The light at the top feels smaller and the circle closes.
My scarred body makes contact with the water causing a noisy splash,
I hit my head on the concrete floor of the well,
I have finally found numbing and false peace,
as I count my last seconds in this hideous place.
I have accepted my brutal faith,
There was nothing worth holding on to anymore.
I let go,
As I should have a long time ago.

Friday, March 3, 2023

Intrepid



Life happens to you quickly,
One day you're on the top of an inaccessible pyramid-shaped mountain,
Looking down on those who crossed paths with you.
The other day you are back to where you came from,
The lonesome and cold hell that you have created for yourself.
And between this and that are brief moments that we live for.
It all sounds like a dream that you can't wake up from,
A vicious cycle of emotions,
Changing worlds,
A sun with rays that no longer provide heat,
An upside-down tree with no leaves,
A vivid orange sky,
And ruthless thoughts that follow you wherever you go,
And then,
There's you,
Wandering around in the wilderness,
Going on another trip trying to figure out who you are,
And what led you to this alternate universe?

Nothing matters anymore.
Words lose their value after they have been tossed around repeatedly,
All doors close,
And you stand there alone,
Surrounded by darkness and emptiness,
Everything hits at once,
All your underachievements, your failures, the dreams you gave up on, the lies you told yourself so you can move on, 
Everything comes back to you to stab you in the back.
And you are left wondering,
If any of that was worth it at all,
Or why did I start doing this in the first place?
Living in an alternate reality,
Where everything and nothing makes sense at the same time,
and oftentimes you find yourself standing on the edge,
Waiting for something spectacular to happen,
Something to turn your life around,
Or someone?
But as I previously said,
Nothing matters anymore,
And we're all prisoners trying to understand the complexity of life,
Eagerly looking for a reason to continue,
A reason to hold on.

Life or death.
Do or die.
I don't want to feel like I did last night,
This constant feeling of unpredictability.
I have been running all my life I have no energy left in me.
I wonder how much of myself I can't translate into words,
How much of me I don't even know,
Lost in translation.
Words can't do these feelings any justice.
Life begins and ends in this infinite place called the present,
Whatever is left in the past is irrelevant,
And the future is an uncertainty of its' own that the mind can't try to comprehend.
Death lurks around the corner,
Waiting on you to make a mistake,
Looking at you from afar hoping for the perfect moment to make ends meet.
I think it's both a burden and a blessing to feel everything as deeply as I do,
I don't know what to feel or what I want to feel,
I don't know what to think,
Or what I am.

Friday, October 14, 2022

Phantoms


I am re-writing my life,
I used to believe I was the great unselfish savior everyone was looking for,
But as I got older,
I can no longer carry the weight of this monochromic world on these aching shoulders,
I take off my simple and obviously cheap costume,
As for now,
I am trying to save whatever is left of me.

I desire very little,
But the things I do consume me.
Sometimes you expect too much from someone because you'd do that much for them,
And it backfires on you,
Running around in circles,
Headless chicken,
In constant search for non-achievable goals,
We let ourselves down before we let anyone else,
And we do this over and over,
Until our fragile minds can no longer process,
And we fall to the ground,
Fatigued,
Hopeless,
Broken to the core.
As of today,
We're just little souls carrying around our corpses in this twisty maze called life.

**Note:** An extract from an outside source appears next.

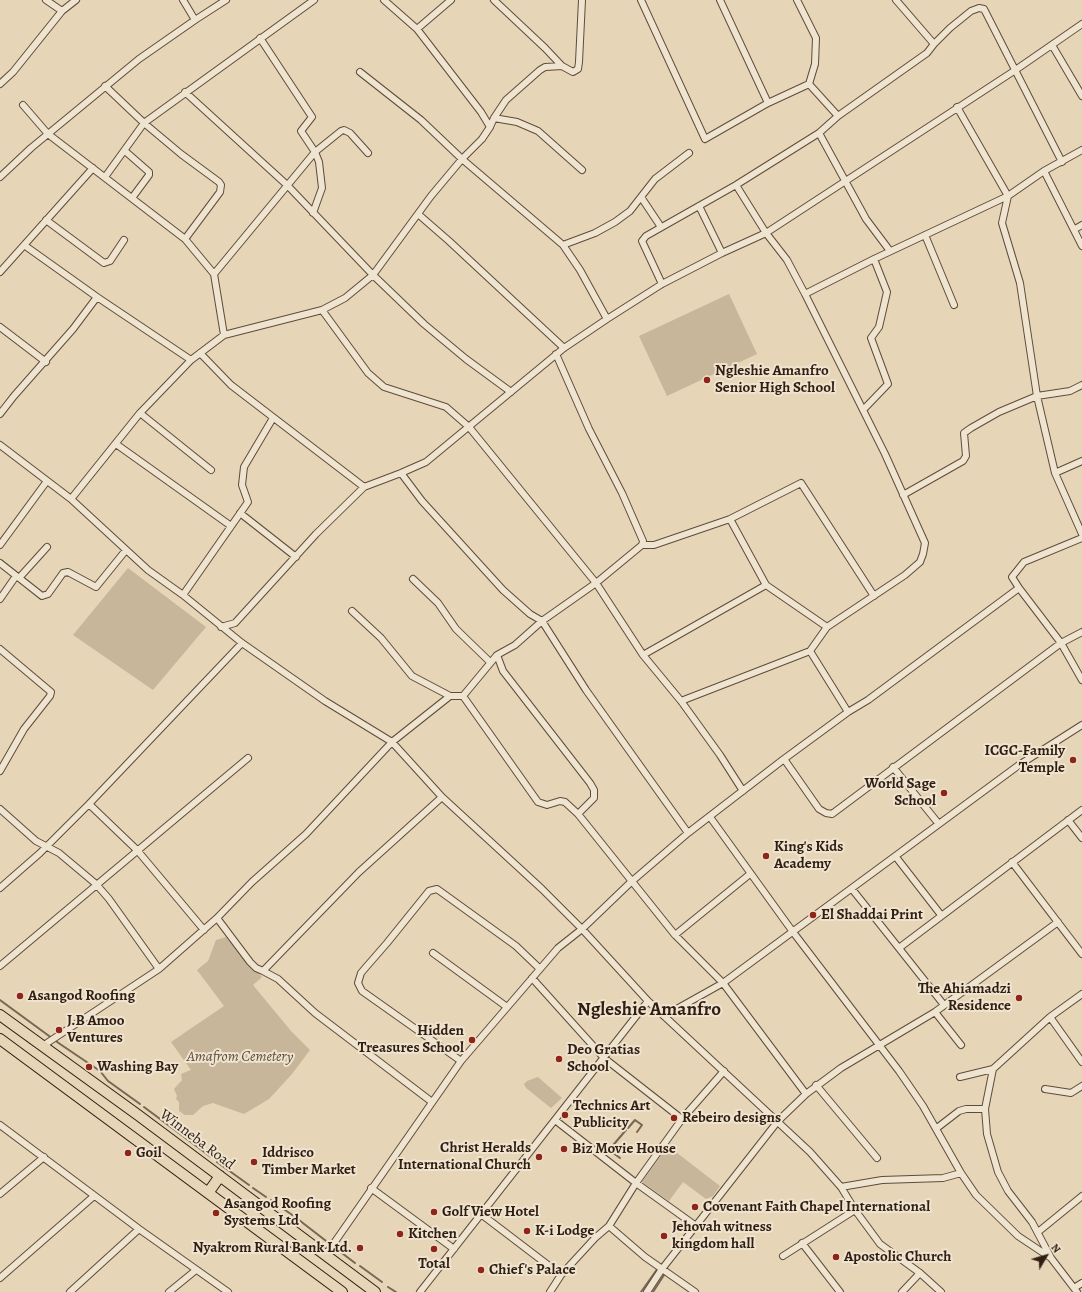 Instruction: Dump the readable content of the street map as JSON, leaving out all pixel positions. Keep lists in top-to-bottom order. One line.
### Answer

That's the thing with words;
Books are easily destroyed but words will live as long as people can remember them.
And with those many articulate words, I am going to proceed to further explain this extravagant complexity of peoples' connections.
I will leave an imprint on your heart that anyone you entertain after me will have to know me to understand you,
But I am not special.
I am not a hero anymore.
I have nothing to prove anymore.
I sometimes just wish we could put down our rose-colored sunglasses and look into the true colors of this allegedly astonishing life.
You were so good at seeing people, I wish you could see yourself clearly.
But I can not remember anymore, 
I am an amnesiac.
Every time I remember you,
I alter you.
I want to remember the beautiful painting I drew of you in my head rather than the real you.
Another painting going on the blank high walls of the prison of memories,
Cautiously placed.
Preserved.
Permanent.
I will use words to my favor,
But I can not speak about it.
And To burn inside with passionate desire, and not to speak of it, is the most atrocious punishment we can inflict on ourselves.
I am an amnesiac.
I forget when it matters most to remember.
I forgot that I let myself, let you, let everyone down.
I forgot that I care for everyone's happiness, but forget about my own.
I am not a hero.
I can not be one anymore.
I can never find my way out of this maze, and neither can I guide anyone out of it.
I have lost my sensorial powers.
But let us take a break,
It is better that we do not talk about our pains now,
Let us gaze at the sky in silence.
Maybe this glorious full moon can change the way we handle our pain.
Maybe if I think hard enough I can change how I deal with this.
Ifs and Maybes,
No absolutes.

I looked at words as if I was seeing them for the first time.
Perhaps there was a different meaning hiding between the lines,
Maybe I missed something.
Maybe life is all the wonderful things that may happen if you break the ropes that are holding you.
Or is it the other way around?
We believed in magic.
As an answer to all our problems.
We believed in planets, moons, and suns and however they move,
As an explanation of how powerless we became.
Dancing to our own rhythm through this mundane life.
Holding hands as we believed.
We believed in anything that made enough sense for us to believe.
Entangled words.
Twisted ideas.
Common religion.
Magic.
No power was strong enough as we were hypnotized to hold on.
Even if letting go always made more sense.
We were superheroes in this story.
Fighting against everything until we emerge victorious.
But maybe destroying things is just who we are.
In order for us to prevail, we damaged.
A different kind of superhero.
We were never going to take a momentary loss.
But the loss we took was irreparable.

Turn away.
Maybe I am too obsessed to find someone to love because I can't love myself,
Maybe all my colors just do not mix well.
And all those pieces of me do not glue together as they are supposed to.
Maybe I am broken.
I think I will never find eternal happiness,
As long as your memory burns in me like an infinite sun of love.
Provided that I am in this endless passive cycle of self-blame.
I am not trying to change.
I can't change it.
I became this.
Maybe my passion is nothing special.
Perhaps I am still looking around for it.
But today,
I am re-writing my life.
And If you hate my story,
I am sorry it was not written for you.

Wednesday, August 24, 2022

Desire and Fate



It is a cloudless, remarkably hot, and sultry late-summer day in the dreadful and inexhaustible city of Lucky Springs. The days are warm and humid while the nights, however, are charmingly mild and balmy at this time of the year. Summer has always been a festive, busy, and somewhat fragmented season. I have always admired these few months when it's cool in the morning and warm throughout the day. 
The sight of the remote yellow sun has regularly been energizing for me, the slender electric rays oozing through my window every morning have always been joyful and somewhat refreshing for me, these transient moments of warmth are something I hugely value.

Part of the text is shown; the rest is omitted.